• [To do] Write out all the records exactly, and keep any images out.

Extracted data entries
= = =

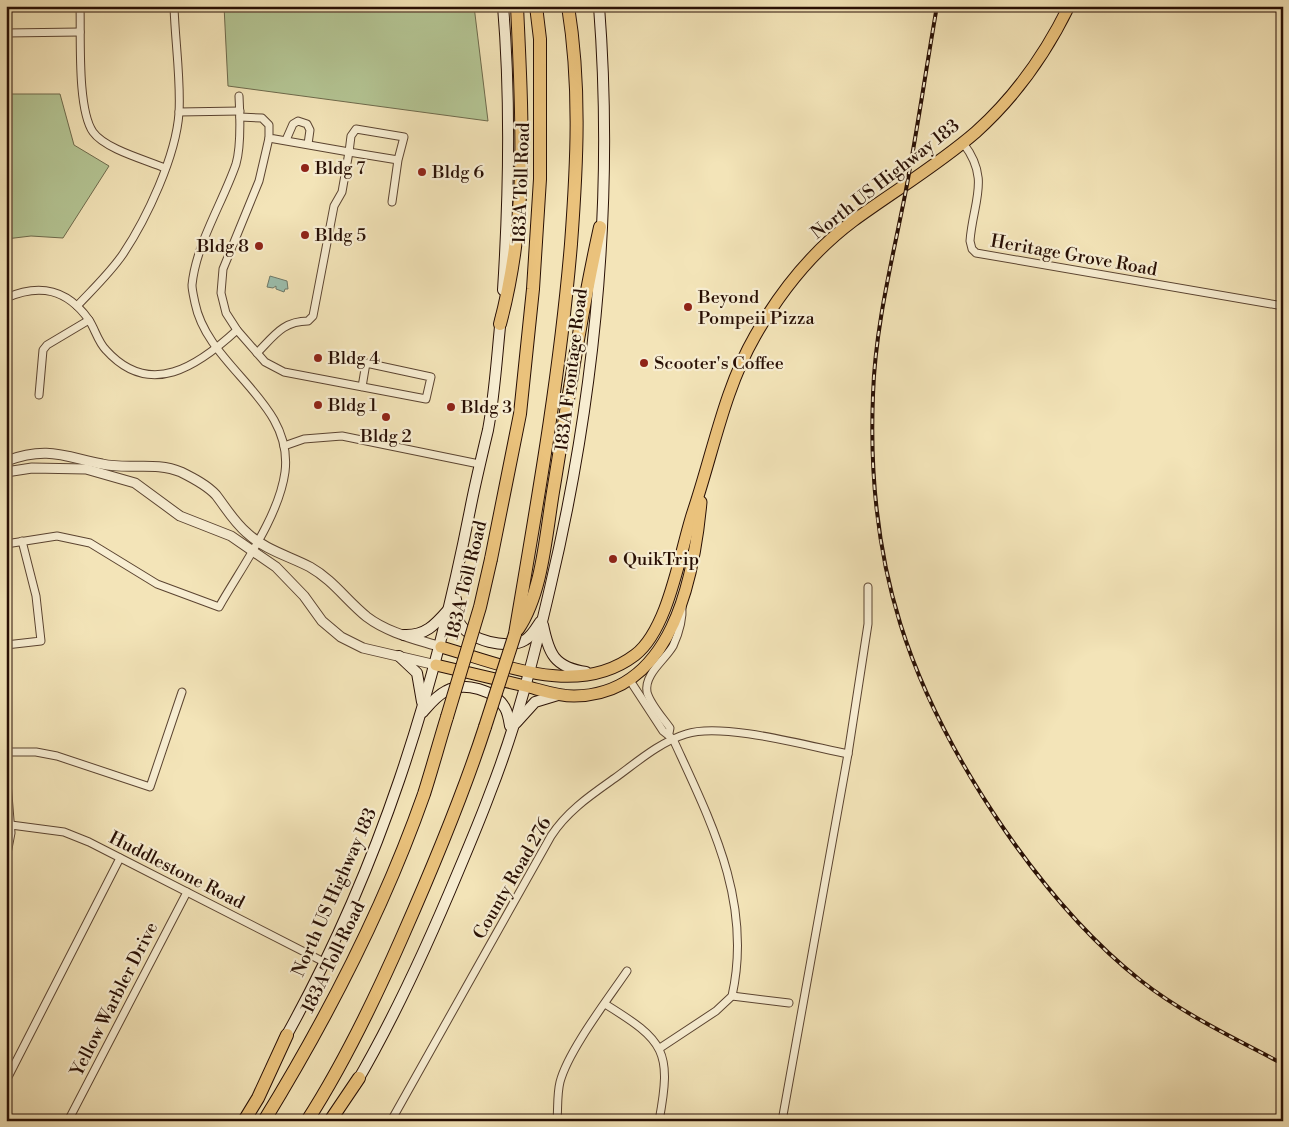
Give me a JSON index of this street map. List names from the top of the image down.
{
  "streets": {
    "highway": ["183A Toll Road"],
    "main road": ["North US Highway 183", "183A Frontage Road"],
    "street": [
      "Heritage Grove Road",
      "Huddlestone Road",
      "County Road 276",
      "Yellow Warbler Drive"
    ]
  },
  "crossings": [
    ["North US Highway 183", "Heritage Grove Road"],
    ["North US Highway 183", "183A Frontage Road"],
    ["North US Highway 183", "Huddlestone Road"],
    ["Huddlestone Road", "Yellow Warbler Drive"]
  ],
  "places": [
    "Bldg 7",
    "Bldg 6",
    "Bldg 5",
    "Bldg 8",
    "Beyond Pompeii Pizza",
    "Bldg 4",
    "Scooter's Coffee",
    "Bldg 1",
    "Bldg 3",
    "Bldg 2",
    "QuikTrip"
  ]
}
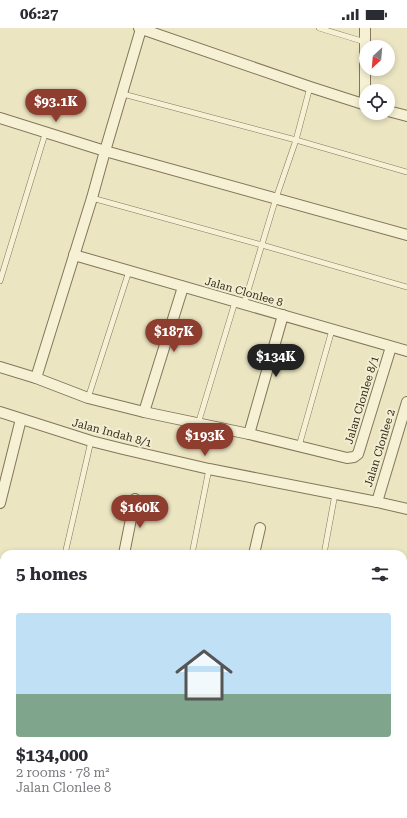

= = =

• [Answer box]
Give me a JSON index of this street map. List names from the top of the image down.
{
  "streets": {
    "highway": ["183A Toll Road"],
    "main road": ["North US Highway 183", "183A Frontage Road"],
    "street": [
      "Heritage Grove Road",
      "Huddlestone Road",
      "County Road 276",
      "Yellow Warbler Drive"
    ]
  },
  "crossings": [
    ["North US Highway 183", "Heritage Grove Road"],
    ["North US Highway 183", "183A Frontage Road"],
    ["North US Highway 183", "Huddlestone Road"],
    ["Huddlestone Road", "Yellow Warbler Drive"]
  ],
  "places": [
    "Bldg 7",
    "Bldg 6",
    "Bldg 5",
    "Bldg 8",
    "Beyond Pompeii Pizza",
    "Bldg 4",
    "Scooter's Coffee",
    "Bldg 1",
    "Bldg 3",
    "Bldg 2",
    "QuikTrip"
  ]
}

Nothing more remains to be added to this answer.